**What this task involves:**
All of the records should come back exactly as written.
********************
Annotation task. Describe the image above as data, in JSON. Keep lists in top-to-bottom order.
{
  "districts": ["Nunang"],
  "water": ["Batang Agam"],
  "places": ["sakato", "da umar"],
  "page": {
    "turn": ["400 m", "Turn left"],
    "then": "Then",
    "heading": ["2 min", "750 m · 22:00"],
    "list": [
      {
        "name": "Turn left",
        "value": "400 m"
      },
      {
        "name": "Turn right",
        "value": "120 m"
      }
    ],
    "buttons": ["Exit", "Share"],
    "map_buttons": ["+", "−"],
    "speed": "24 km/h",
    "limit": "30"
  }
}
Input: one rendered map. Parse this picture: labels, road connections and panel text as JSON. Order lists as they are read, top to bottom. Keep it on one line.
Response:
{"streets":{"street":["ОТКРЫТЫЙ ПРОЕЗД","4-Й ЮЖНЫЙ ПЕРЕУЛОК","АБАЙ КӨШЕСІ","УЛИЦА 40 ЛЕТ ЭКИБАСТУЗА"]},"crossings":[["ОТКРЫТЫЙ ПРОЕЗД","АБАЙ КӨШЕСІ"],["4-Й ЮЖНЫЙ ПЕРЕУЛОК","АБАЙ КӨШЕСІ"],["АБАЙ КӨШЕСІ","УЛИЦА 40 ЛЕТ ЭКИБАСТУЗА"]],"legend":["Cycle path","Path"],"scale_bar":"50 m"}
********************
**Reply to the exercise:**
Annotation task. Describe the image above as data, in JSON. Keep lists in top-to-bottom order.
{
  "districts": ["Nunang"],
  "water": ["Batang Agam"],
  "places": ["sakato", "da umar"],
  "page": {
    "turn": ["400 m", "Turn left"],
    "then": "Then",
    "heading": ["2 min", "750 m · 22:00"],
    "list": [
      {
        "name": "Turn left",
        "value": "400 m"
      },
      {
        "name": "Turn right",
        "value": "120 m"
      }
    ],
    "buttons": ["Exit", "Share"],
    "map_buttons": ["+", "−"],
    "speed": "24 km/h",
    "limit": "30"
  }
}
Input: one rendered map. Parse this picture: labels, road connections and panel text as JSON. Order lists as they are read, top to bottom. Keep it on one line.
Response:
{"streets":{"street":["ОТКРЫТЫЙ ПРОЕЗД","4-Й ЮЖНЫЙ ПЕРЕУЛОК","АБАЙ КӨШЕСІ","УЛИЦА 40 ЛЕТ ЭКИБАСТУЗА"]},"crossings":[["ОТКРЫТЫЙ ПРОЕЗД","АБАЙ КӨШЕСІ"],["4-Й ЮЖНЫЙ ПЕРЕУЛОК","АБАЙ КӨШЕСІ"],["АБАЙ КӨШЕСІ","УЛИЦА 40 ЛЕТ ЭКИБАСТУЗА"]],"legend":["Cycle path","Path"],"scale_bar":"50 m"}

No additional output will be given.